_ASSIGNMENT_:
Transcribe the data exactly, omitting whatever pictures it holds.

··· DATA SECTION

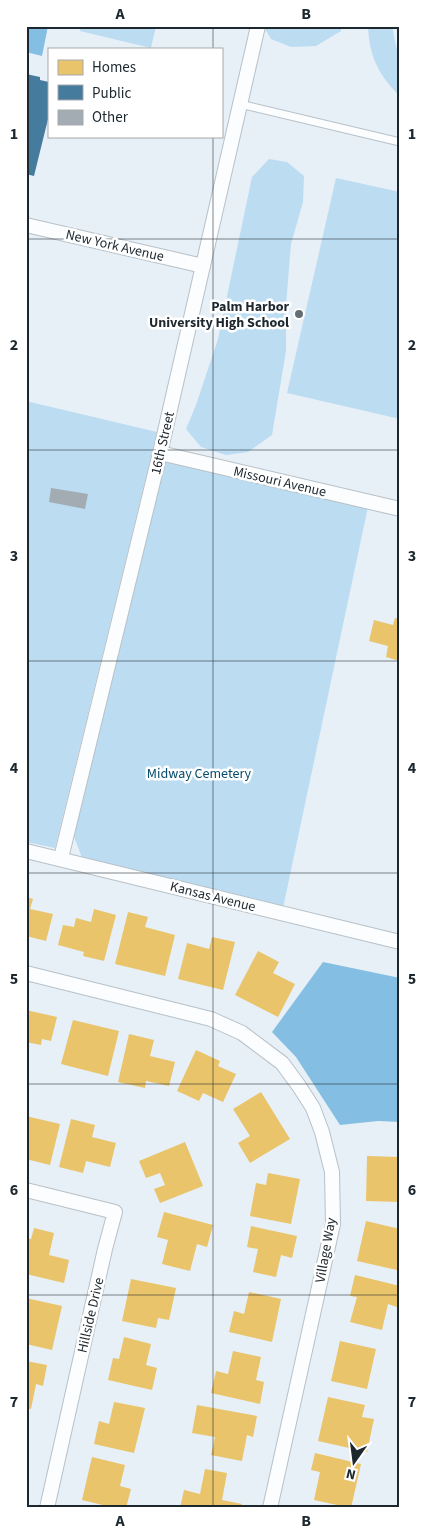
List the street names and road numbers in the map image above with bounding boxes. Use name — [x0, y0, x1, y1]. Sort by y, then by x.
street label: New York Avenue — [64, 225, 166, 267]
street label: 16th Street — [146, 409, 180, 477]
street label: Missouri Avenue — [231, 462, 328, 502]
street label: Kansas Avenue — [168, 877, 258, 917]
street label: Village Way — [310, 1216, 342, 1284]
street label: Hillside Drive — [73, 1275, 109, 1355]

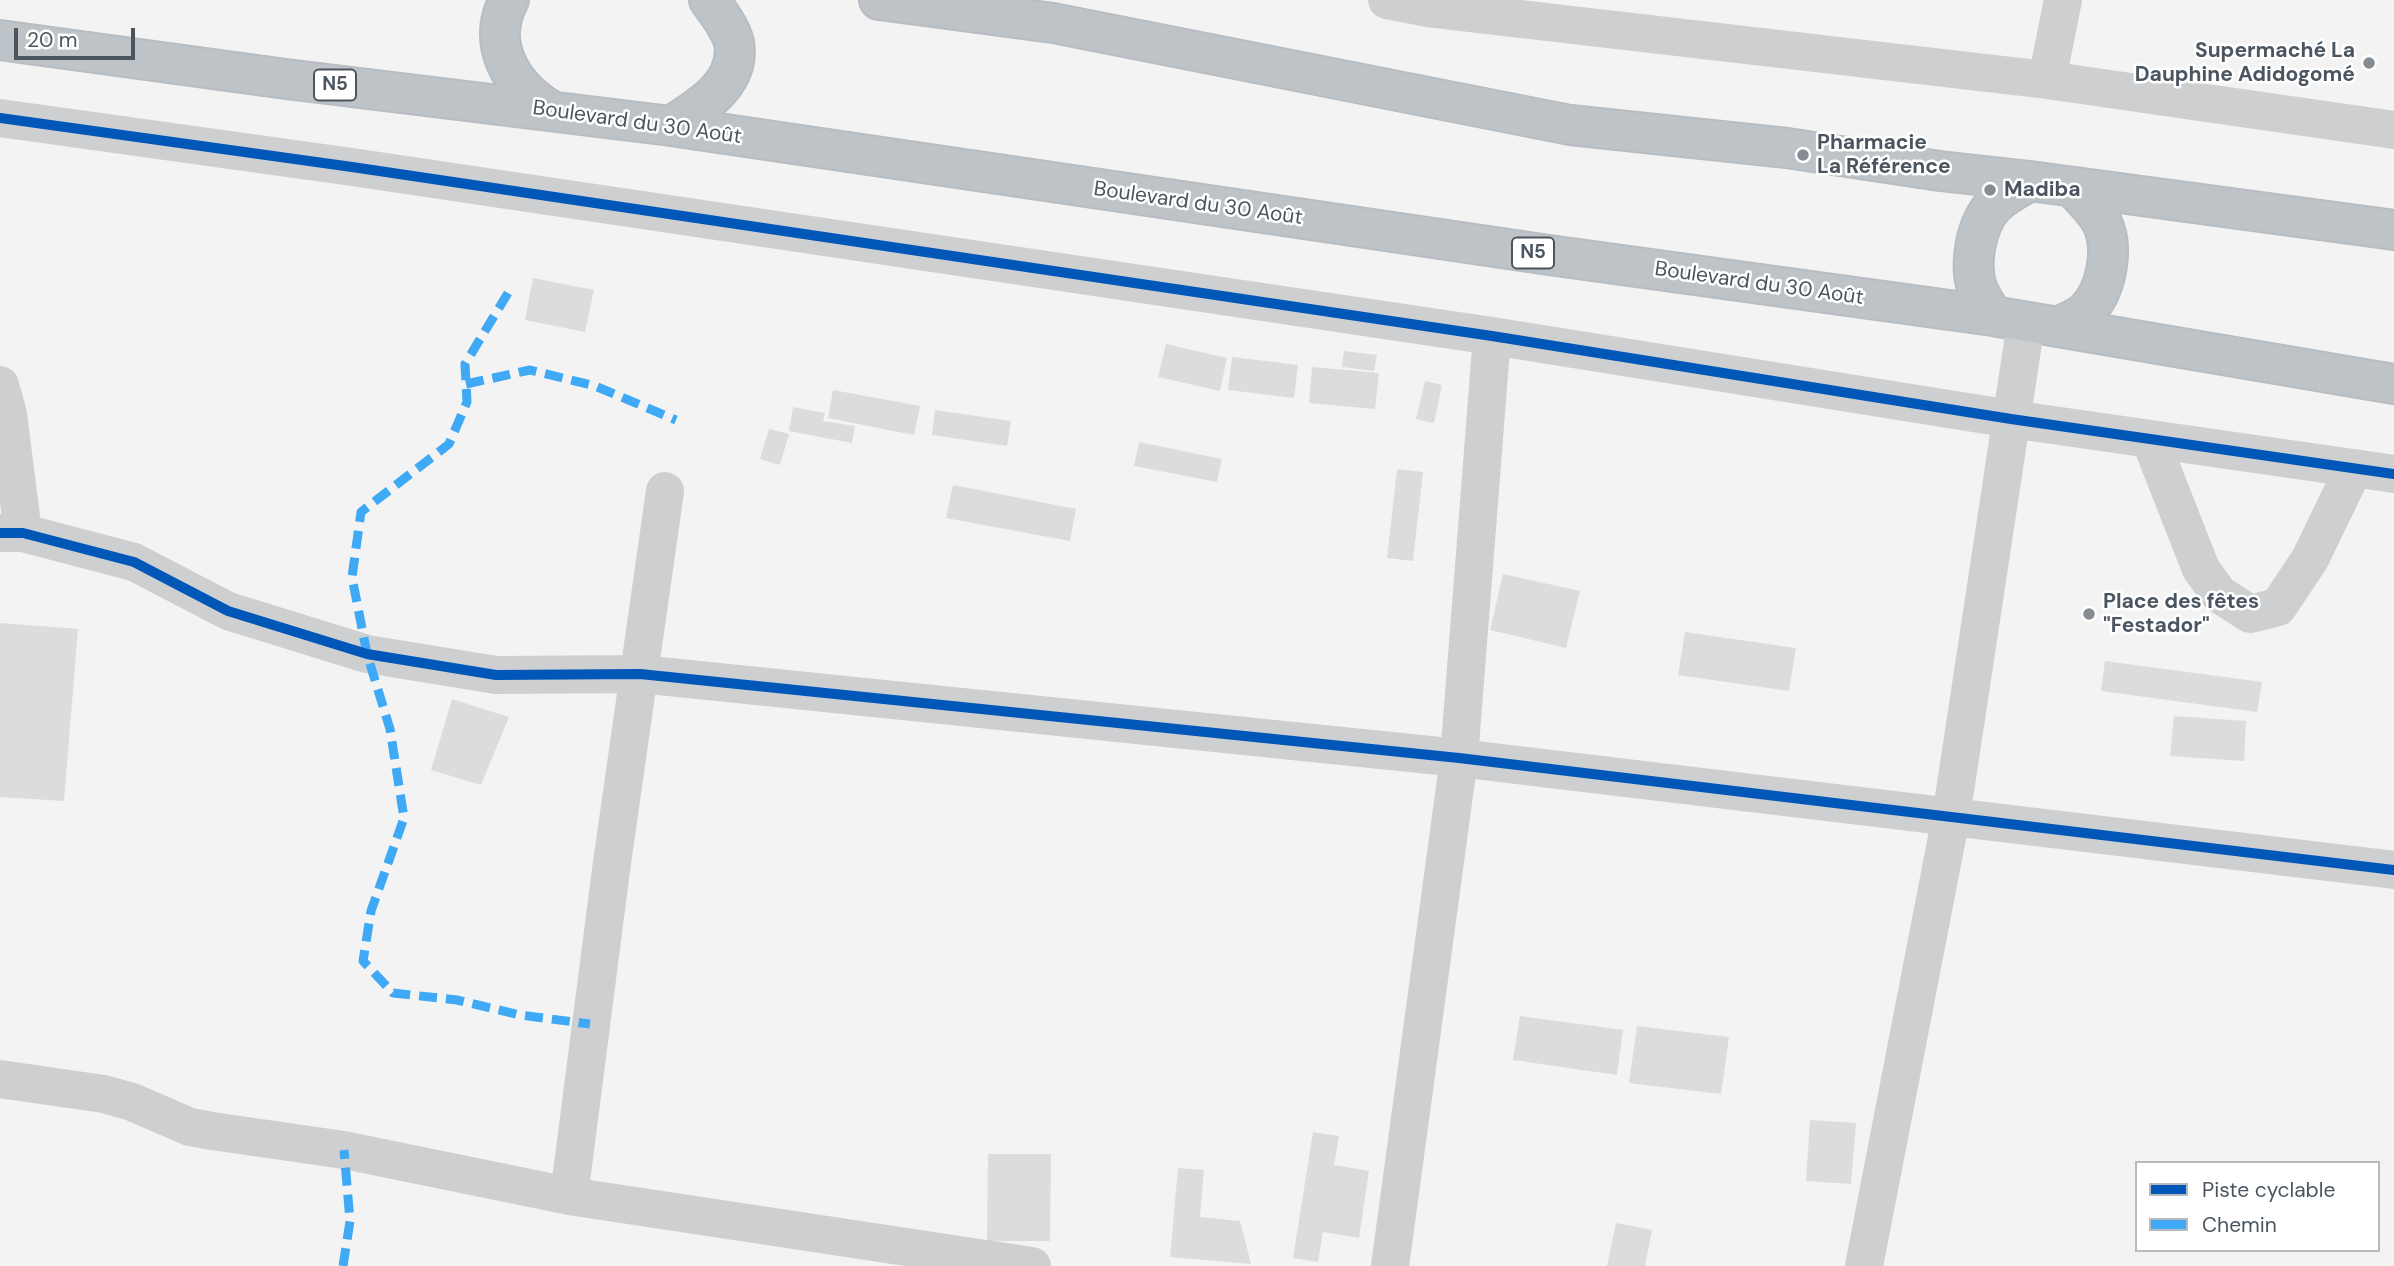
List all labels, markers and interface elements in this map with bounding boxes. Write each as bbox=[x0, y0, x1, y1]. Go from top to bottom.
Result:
scale bar bbox=[18, 14, 138, 58]
text: 20 m bbox=[27, 26, 78, 54]
place label: Supermaché La Dauphine Adidogomé bbox=[2135, 38, 2355, 88]
marker: Supermaché La Dauphine Adidogomé bbox=[2361, 55, 2377, 71]
road number: N5 bbox=[314, 69, 356, 100]
street label: Boulevard du 30 Août bbox=[531, 96, 743, 150]
place label: Pharmacie La Référence bbox=[1817, 130, 1951, 180]
marker: Pharmacie La Référence bbox=[1795, 147, 1811, 163]
street label: Boulevard du 30 Août bbox=[1092, 177, 1304, 231]
place label: Madiba bbox=[2004, 177, 2080, 203]
marker: Madiba bbox=[1982, 182, 1998, 198]
road number: N5 bbox=[1512, 238, 1554, 268]
street label: Boulevard du 30 Août bbox=[1653, 257, 1865, 311]
place label: Place des fêtes "Festador" bbox=[2103, 589, 2259, 639]
marker: Place des fêtes "Festador" bbox=[2081, 606, 2097, 622]
legend bbox=[2135, 1161, 2380, 1252]
text: Piste cyclable bbox=[2202, 1176, 2335, 1204]
text: Chemin bbox=[2202, 1211, 2277, 1239]

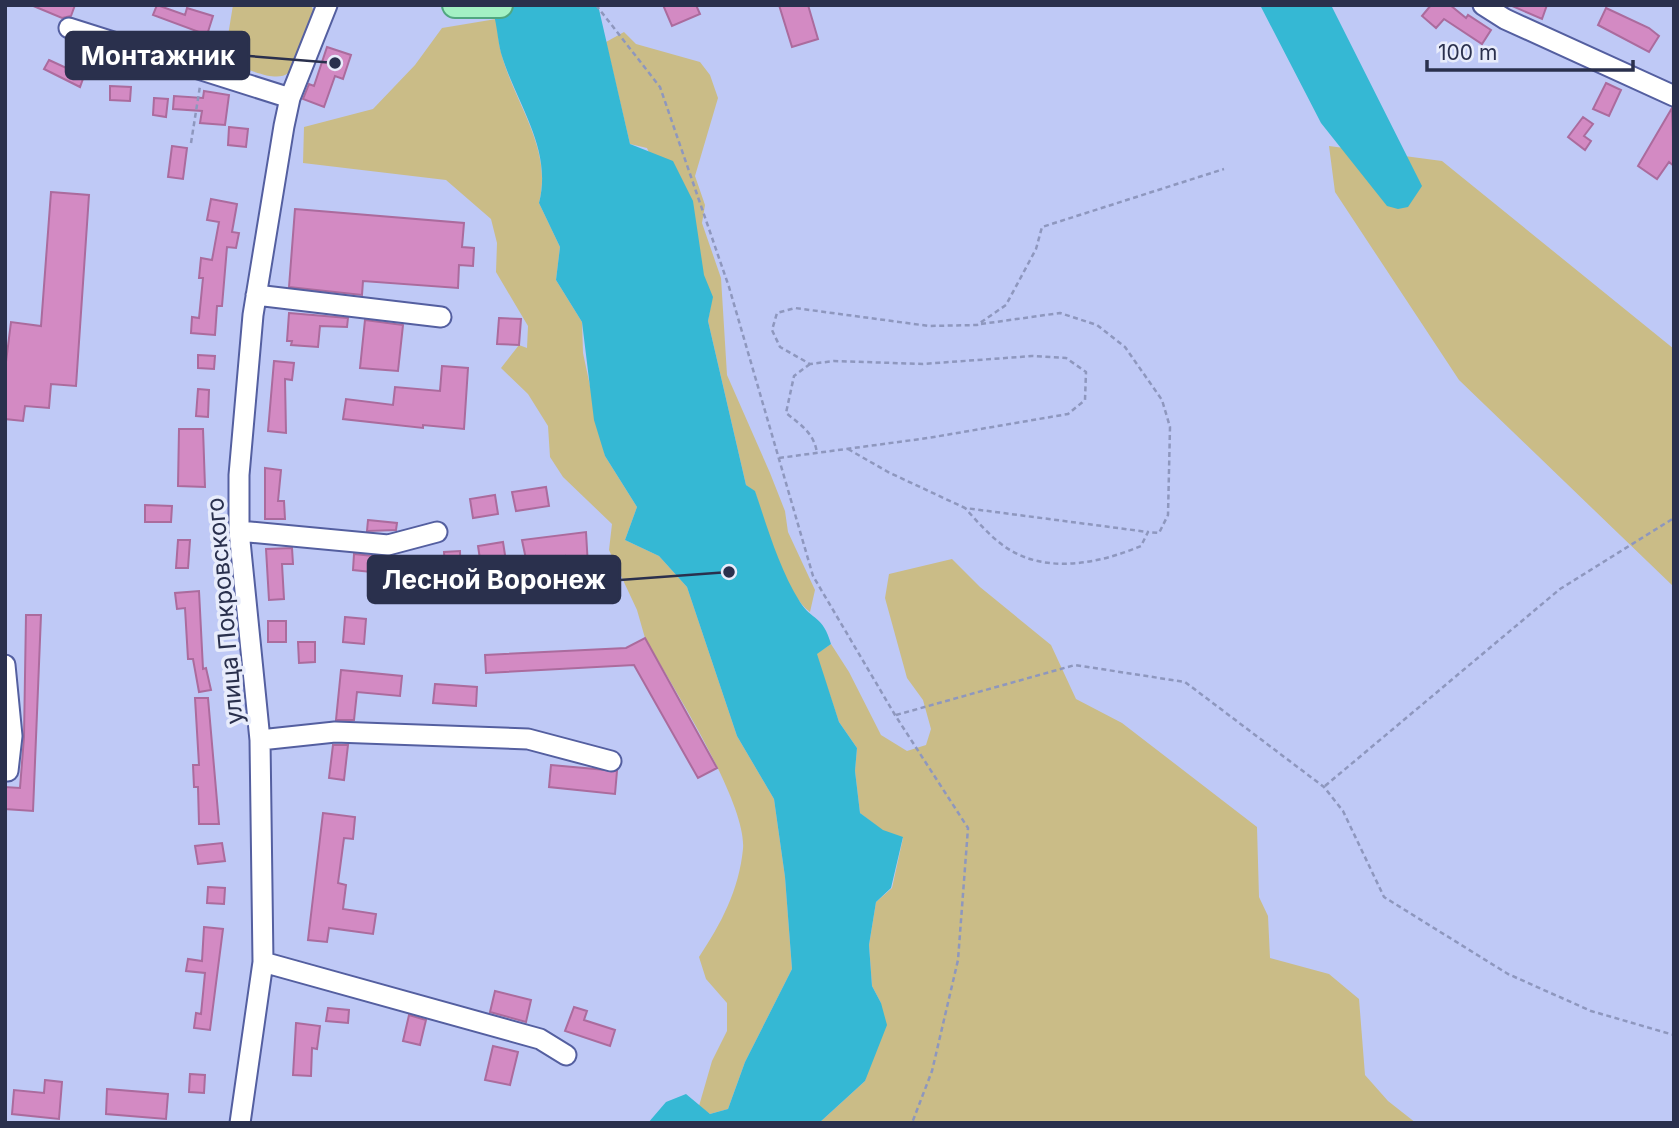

······

_EXPECTED ANSWER_:
List the street names and road numbers in the map image above with bounding boxes. Use name — [x0, y0, x1, y1]. Sort by y, then by x.
street label: New York Avenue — [64, 225, 166, 267]
street label: 16th Street — [146, 409, 180, 477]
street label: Missouri Avenue — [231, 462, 328, 502]
street label: Kansas Avenue — [168, 877, 258, 917]
street label: Village Way — [310, 1216, 342, 1284]
street label: Hillside Drive — [73, 1275, 109, 1355]

List all labels, markers and interface elements in this map with bounding boxes. Write each as bbox=[x0, y0, x1, y1]. Go from top to bottom.
Result:
scale bar bbox=[18, 14, 138, 58]
text: 20 m bbox=[27, 26, 78, 54]
place label: Supermaché La Dauphine Adidogomé bbox=[2135, 38, 2355, 88]
marker: Supermaché La Dauphine Adidogomé bbox=[2361, 55, 2377, 71]
road number: N5 bbox=[314, 69, 356, 100]
street label: Boulevard du 30 Août bbox=[531, 96, 743, 150]
place label: Pharmacie La Référence bbox=[1817, 130, 1951, 180]
marker: Pharmacie La Référence bbox=[1795, 147, 1811, 163]
street label: Boulevard du 30 Août bbox=[1092, 177, 1304, 231]
place label: Madiba bbox=[2004, 177, 2080, 203]
marker: Madiba bbox=[1982, 182, 1998, 198]
road number: N5 bbox=[1512, 238, 1554, 268]
street label: Boulevard du 30 Août bbox=[1653, 257, 1865, 311]
place label: Place des fêtes "Festador" bbox=[2103, 589, 2259, 639]
marker: Place des fêtes "Festador" bbox=[2081, 606, 2097, 622]
legend bbox=[2135, 1161, 2380, 1252]
text: Piste cyclable bbox=[2202, 1176, 2335, 1204]
text: Chemin bbox=[2202, 1211, 2277, 1239]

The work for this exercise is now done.